America had introduced me to the near-miracle that was Scotchgard. With the job I did, its ridiculously long hours, its frequent travel, the possibility that Jared might call me any time demanding something as ridiculous as the hours, when I was at home I mostly ate comfort food takeaway on my sofa in front of Bravo. I still love reality tv. Scripted stuff is a busman’s holiday for me; reality, fake though it may be, soothes my nerves.
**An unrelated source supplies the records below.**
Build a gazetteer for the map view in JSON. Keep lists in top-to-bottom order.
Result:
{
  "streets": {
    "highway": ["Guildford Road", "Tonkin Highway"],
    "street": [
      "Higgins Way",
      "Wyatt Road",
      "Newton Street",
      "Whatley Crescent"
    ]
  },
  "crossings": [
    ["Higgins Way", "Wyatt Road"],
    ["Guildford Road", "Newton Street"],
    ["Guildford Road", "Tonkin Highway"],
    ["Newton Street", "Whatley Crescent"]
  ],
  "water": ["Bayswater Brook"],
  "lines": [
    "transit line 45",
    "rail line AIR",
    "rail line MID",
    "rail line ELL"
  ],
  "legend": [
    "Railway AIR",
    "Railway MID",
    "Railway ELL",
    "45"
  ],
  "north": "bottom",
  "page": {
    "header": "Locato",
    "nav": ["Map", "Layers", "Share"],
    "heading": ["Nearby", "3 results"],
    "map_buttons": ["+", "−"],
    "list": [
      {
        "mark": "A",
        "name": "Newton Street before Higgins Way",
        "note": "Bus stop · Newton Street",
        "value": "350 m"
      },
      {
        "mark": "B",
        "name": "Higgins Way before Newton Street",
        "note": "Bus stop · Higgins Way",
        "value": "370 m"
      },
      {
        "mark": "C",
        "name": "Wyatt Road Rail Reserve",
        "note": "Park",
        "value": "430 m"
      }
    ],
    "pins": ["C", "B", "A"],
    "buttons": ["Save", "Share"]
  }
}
The shows I like the most feature people screaming at each other, because they’re trapped inside the screen, under control.
They couldn’t, for instance, reach through the glass and yell at me to fill the script for their dick shots, an immortal line that Jared uttered to me on the first day I worked for him. I had no idea what he meant, and I stared at him, baffled, aware my mouth was hanging slightly open. It sounded as if he wanted an update on a porn movie they were shooting; but Parador, as far as I knew, specialised in popular, feel-good art films, the kind that won Oscars because they made the viewer feel intellectual and sophisticated.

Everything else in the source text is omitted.